### Information given
========================================================================

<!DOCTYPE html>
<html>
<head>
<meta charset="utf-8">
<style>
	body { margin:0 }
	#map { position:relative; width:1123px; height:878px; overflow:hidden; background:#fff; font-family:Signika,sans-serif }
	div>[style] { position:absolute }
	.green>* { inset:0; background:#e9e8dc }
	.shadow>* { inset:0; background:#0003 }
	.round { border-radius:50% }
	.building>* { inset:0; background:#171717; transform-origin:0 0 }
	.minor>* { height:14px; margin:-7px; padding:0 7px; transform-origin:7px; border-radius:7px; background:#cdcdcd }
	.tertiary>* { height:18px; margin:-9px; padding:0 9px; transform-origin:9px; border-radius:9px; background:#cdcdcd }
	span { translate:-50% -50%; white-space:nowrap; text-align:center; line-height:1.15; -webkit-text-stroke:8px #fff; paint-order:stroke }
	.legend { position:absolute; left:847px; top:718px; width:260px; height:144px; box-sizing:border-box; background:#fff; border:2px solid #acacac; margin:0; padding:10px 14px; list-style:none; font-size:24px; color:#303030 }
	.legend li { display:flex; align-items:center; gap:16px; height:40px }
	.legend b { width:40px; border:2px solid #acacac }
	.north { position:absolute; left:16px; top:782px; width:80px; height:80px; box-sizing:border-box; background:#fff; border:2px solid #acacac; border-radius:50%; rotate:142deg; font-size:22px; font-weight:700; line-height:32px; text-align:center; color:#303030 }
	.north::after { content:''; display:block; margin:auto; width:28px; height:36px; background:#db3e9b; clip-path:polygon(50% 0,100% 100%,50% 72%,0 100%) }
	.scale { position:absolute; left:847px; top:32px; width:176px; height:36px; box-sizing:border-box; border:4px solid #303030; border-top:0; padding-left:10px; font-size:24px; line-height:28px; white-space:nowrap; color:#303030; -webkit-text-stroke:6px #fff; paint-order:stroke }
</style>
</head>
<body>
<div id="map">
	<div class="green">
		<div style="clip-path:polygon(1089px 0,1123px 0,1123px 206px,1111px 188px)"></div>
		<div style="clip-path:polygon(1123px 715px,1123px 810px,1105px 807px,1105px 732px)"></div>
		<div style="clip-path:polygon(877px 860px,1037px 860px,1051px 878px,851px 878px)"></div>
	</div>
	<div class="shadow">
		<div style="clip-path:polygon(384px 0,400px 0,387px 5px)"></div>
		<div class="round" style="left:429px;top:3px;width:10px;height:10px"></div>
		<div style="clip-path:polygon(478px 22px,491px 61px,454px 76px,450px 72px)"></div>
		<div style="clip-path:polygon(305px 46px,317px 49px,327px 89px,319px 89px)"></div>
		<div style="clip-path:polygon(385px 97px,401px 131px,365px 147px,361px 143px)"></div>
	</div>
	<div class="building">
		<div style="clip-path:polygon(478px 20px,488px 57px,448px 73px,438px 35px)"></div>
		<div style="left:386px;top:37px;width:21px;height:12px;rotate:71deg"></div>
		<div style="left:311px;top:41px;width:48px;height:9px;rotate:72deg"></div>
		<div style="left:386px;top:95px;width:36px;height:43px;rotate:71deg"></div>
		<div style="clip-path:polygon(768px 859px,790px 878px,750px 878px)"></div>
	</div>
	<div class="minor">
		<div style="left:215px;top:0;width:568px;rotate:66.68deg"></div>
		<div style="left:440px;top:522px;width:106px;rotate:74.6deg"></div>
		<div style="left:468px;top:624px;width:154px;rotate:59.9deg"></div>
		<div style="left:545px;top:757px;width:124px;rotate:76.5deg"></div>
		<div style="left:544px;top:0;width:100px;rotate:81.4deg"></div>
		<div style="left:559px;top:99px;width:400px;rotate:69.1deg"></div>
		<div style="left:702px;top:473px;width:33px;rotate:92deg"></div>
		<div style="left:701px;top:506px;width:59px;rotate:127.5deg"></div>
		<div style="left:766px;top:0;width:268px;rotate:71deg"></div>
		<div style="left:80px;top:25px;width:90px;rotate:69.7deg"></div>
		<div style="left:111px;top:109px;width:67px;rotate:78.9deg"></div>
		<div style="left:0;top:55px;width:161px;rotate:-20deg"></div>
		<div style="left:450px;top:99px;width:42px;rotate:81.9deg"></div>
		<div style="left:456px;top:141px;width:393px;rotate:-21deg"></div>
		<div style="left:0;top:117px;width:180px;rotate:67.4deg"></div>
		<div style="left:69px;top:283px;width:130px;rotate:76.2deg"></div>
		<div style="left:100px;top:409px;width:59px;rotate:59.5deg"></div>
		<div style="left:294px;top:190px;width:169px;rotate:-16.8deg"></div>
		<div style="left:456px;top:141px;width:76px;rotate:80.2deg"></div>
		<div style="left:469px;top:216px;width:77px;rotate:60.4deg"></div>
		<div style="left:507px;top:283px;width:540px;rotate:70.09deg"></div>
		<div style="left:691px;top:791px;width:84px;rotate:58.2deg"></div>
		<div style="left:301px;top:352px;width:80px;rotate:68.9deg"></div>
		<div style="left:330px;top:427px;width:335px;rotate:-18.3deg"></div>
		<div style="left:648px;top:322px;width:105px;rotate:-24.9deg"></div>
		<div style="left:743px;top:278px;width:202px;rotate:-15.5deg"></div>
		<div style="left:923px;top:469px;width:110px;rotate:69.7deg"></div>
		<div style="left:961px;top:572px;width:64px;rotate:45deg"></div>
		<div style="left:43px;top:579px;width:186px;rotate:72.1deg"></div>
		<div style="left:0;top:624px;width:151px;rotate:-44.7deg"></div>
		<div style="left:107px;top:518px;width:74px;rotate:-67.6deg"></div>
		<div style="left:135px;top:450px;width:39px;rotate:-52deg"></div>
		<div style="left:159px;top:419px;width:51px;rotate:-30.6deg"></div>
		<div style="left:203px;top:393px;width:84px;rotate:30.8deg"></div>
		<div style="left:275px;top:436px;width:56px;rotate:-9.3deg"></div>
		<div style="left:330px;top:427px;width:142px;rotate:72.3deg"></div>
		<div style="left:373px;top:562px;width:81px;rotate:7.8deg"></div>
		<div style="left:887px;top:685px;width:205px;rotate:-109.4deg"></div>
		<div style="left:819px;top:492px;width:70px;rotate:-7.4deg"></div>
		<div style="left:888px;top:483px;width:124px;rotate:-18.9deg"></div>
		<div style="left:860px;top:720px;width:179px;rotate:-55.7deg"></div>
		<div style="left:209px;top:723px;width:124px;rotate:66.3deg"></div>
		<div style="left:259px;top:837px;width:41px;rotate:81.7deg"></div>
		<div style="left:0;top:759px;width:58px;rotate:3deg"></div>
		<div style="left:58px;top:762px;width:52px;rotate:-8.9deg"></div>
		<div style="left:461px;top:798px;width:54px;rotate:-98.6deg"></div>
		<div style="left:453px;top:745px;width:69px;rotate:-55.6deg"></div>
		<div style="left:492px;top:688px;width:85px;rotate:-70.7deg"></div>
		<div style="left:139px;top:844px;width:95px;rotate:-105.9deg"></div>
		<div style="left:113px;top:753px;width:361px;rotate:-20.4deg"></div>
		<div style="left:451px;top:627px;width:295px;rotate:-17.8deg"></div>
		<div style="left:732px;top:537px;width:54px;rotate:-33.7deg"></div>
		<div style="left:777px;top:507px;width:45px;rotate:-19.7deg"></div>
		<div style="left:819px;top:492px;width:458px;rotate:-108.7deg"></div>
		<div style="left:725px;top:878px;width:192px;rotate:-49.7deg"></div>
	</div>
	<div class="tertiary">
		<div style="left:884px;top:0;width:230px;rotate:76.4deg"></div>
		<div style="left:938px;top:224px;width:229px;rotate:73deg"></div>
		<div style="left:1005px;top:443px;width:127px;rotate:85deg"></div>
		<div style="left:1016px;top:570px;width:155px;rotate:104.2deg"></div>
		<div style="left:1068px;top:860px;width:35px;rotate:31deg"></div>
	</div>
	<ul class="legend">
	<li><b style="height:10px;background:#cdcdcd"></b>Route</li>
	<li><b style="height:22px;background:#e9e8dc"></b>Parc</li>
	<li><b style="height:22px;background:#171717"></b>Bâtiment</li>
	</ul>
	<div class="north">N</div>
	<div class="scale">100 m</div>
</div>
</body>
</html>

========================================================================

### Work required
Filter the records down to the lines containing the word "transform", and copy those.

### Response area
	.building>* { inset:0; background:#171717; transform-origin:0 0 }
	.minor>* { height:14px; margin:-7px; padding:0 7px; transform-origin:7px; border-radius:7px; background:#cdcdcd }
	.tertiary>* { height:18px; margin:-9px; padding:0 9px; transform-origin:9px; border-radius:9px; background:#cdcdcd }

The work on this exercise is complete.